Banks included in the consortium could gain a crucial foothold in the country, as Iraqi concerns start making big-ticket purchases abroad.

Market economy

Initial business volumes however are expected to be modest, at around US$100 million a month, according to US estimates, but once Iraq's giant oil industry revives, business volumes will begin to boom.

US officials hope the Trade Bank will help set a framework for a trade finance environment in which commercial banks will eventually be able to issue L/Cs on their own. In the meantime the consortium that wins the right to manage trade finance provision in occupied Iraq will have to operate in a period of transition at the end of which Washington hopes Iraq will become a market economy.

Interested banks

Banks reportedly interested in Iraqi business include J P Morgan Chase. It has joined forces with Britain's Standard Chartered, the National Bank of Kuwait, the Australia and New Zealand Banking Group and Poland's Millennium Bank BIGW.WA , according to the WSJ. It reports that Citigroup is also interested, as is Deutsche Bank although it will probably have to tie up with a large US bank to win a slice of business in Iraq according to the newspaper.

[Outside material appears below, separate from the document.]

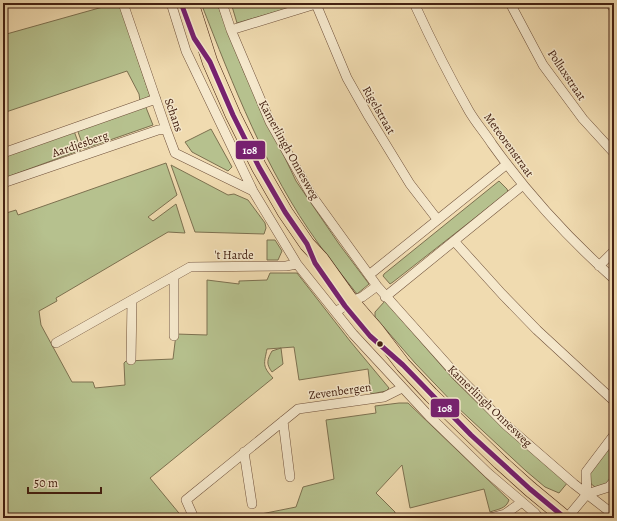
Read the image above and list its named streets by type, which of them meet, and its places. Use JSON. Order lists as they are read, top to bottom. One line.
{"streets":{"street":["Polluxstraat","Rigelstraat","Schans","Aardjesberg","Meteorenstraat","Kamerlingh Onnesweg","'t Harde","Zevenbergen"]},"crossings":[["Schans","Aardjesberg"]],"lines":["transit line 108"],"scale_bar":"50 m"}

In London, Standard Chartered declined to comment on the WSJ report but said it was looking for opportunities in Iraq. "We are well placed to support the reconstruction of Iraq. We've got more than 50 years experience operating in the region and we're currently providing assistance on donor and aide funding to the country," according to a spokesman who said the bank has appointed a Dubai-based executive to oversee its interest in Iraq.

Middle East connections

US officials are apparently expecting about half a dozen bids to manage the Trade Bank. The WSJ was not however able to say which of the bids looked to be the favourites in the race to win the first slice of L/C business in post-Saddam Iraq once the legacy system put up by the UN and operated by BNP Paribas in New York is fully dismantled over the next few months.

US Treasury Department officials did however indicate to the WSJ that the winning bid would be a consortium of banks from two or more countries while other officials have said that banks with strong operations in the Middle East will most likely be at an advantage.